DATA SHOWN -
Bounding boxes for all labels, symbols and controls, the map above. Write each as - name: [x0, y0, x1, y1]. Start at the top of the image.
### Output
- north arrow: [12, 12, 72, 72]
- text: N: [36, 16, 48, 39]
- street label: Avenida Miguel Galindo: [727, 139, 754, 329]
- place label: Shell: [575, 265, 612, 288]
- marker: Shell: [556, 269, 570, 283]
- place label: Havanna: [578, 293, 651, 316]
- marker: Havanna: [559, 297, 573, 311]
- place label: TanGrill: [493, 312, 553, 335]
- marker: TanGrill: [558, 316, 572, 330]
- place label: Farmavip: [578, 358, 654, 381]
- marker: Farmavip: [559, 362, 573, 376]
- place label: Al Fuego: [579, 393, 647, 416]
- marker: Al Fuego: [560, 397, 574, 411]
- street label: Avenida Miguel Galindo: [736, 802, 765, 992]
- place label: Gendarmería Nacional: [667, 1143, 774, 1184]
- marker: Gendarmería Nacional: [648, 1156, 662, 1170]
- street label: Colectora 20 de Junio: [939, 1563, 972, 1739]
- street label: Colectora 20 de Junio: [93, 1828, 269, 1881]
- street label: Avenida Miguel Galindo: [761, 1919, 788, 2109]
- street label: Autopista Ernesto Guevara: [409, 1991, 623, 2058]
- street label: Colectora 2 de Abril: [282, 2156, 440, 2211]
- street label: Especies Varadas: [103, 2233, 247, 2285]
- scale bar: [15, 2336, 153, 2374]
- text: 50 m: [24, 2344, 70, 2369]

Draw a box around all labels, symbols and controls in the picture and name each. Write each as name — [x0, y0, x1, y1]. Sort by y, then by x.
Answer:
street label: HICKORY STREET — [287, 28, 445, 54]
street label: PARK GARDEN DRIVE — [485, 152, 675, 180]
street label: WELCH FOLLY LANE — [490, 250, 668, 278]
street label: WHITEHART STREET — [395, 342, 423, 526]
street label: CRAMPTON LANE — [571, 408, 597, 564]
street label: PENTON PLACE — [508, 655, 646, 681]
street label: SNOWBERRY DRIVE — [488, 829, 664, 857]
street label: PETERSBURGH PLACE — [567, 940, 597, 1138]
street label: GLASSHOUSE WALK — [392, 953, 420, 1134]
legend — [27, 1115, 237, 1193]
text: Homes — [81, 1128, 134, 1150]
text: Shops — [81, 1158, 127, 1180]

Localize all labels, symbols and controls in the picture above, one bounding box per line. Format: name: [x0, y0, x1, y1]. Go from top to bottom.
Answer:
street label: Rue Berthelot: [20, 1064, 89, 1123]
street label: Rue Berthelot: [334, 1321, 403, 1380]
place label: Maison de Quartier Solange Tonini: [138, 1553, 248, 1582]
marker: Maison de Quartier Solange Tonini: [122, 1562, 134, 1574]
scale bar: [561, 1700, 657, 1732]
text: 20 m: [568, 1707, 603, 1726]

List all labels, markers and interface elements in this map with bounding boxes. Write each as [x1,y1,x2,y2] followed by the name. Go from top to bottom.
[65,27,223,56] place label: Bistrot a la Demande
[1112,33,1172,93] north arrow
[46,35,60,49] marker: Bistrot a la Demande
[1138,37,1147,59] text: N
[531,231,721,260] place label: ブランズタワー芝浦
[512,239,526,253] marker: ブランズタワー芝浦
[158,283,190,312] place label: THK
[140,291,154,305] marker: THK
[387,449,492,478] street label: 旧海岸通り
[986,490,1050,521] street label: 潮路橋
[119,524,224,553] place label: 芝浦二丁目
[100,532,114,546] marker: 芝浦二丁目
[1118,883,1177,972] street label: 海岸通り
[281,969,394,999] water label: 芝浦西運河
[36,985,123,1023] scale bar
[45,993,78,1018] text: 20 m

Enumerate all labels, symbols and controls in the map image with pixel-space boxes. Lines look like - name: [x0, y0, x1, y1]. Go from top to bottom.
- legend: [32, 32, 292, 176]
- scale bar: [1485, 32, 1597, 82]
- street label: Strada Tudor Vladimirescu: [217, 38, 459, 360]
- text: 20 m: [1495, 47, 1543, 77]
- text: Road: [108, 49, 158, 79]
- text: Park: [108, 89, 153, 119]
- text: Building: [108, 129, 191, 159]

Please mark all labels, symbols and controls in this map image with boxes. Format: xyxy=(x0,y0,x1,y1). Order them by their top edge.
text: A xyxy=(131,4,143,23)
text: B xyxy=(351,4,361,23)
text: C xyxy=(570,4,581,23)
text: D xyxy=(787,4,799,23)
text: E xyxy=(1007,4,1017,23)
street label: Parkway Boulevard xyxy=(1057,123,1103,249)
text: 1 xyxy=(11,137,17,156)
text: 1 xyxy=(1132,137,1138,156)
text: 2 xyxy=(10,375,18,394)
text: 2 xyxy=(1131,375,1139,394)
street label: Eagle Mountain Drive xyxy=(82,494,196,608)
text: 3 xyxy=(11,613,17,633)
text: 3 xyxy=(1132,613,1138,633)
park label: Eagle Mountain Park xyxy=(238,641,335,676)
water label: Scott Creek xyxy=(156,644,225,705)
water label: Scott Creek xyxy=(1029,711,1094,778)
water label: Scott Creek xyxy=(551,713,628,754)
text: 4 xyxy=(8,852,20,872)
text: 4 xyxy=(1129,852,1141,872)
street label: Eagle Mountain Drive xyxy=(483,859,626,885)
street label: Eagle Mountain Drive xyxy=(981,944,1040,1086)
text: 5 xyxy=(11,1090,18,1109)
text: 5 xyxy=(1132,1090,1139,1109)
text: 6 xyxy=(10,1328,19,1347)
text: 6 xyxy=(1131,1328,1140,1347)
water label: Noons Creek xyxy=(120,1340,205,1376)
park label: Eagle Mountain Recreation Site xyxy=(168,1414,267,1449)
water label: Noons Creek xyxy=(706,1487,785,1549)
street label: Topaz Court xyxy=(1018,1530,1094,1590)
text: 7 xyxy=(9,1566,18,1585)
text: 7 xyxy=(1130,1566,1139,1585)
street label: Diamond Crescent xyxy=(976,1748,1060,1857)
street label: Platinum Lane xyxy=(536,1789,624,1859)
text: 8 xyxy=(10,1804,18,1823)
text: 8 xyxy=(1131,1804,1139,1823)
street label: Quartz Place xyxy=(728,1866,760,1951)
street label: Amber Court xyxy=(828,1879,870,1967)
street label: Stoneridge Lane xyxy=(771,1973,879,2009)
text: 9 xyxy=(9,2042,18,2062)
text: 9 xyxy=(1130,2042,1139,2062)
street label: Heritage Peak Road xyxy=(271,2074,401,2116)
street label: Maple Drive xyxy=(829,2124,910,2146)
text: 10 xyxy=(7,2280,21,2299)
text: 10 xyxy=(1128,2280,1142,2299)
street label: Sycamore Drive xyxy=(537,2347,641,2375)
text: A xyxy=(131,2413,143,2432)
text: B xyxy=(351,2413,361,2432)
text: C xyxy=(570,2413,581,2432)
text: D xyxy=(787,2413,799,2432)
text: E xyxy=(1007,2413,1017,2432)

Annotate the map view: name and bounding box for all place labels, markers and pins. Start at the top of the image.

EXERCISE OBJECTIVE -
Copy out every line of the data where the word "above" occurs.

RESULT FOR THIS EXERCISE -
Bounding boxes for all labels, symbols and controls, the map above. Write each as - name: [x0, y0, x1, y1]. Start at the top of the image.
Localize all labels, symbols and controls in the picture above, one bounding box per line. Format: name: [x0, y0, x1, y1]. Go from top to bottom.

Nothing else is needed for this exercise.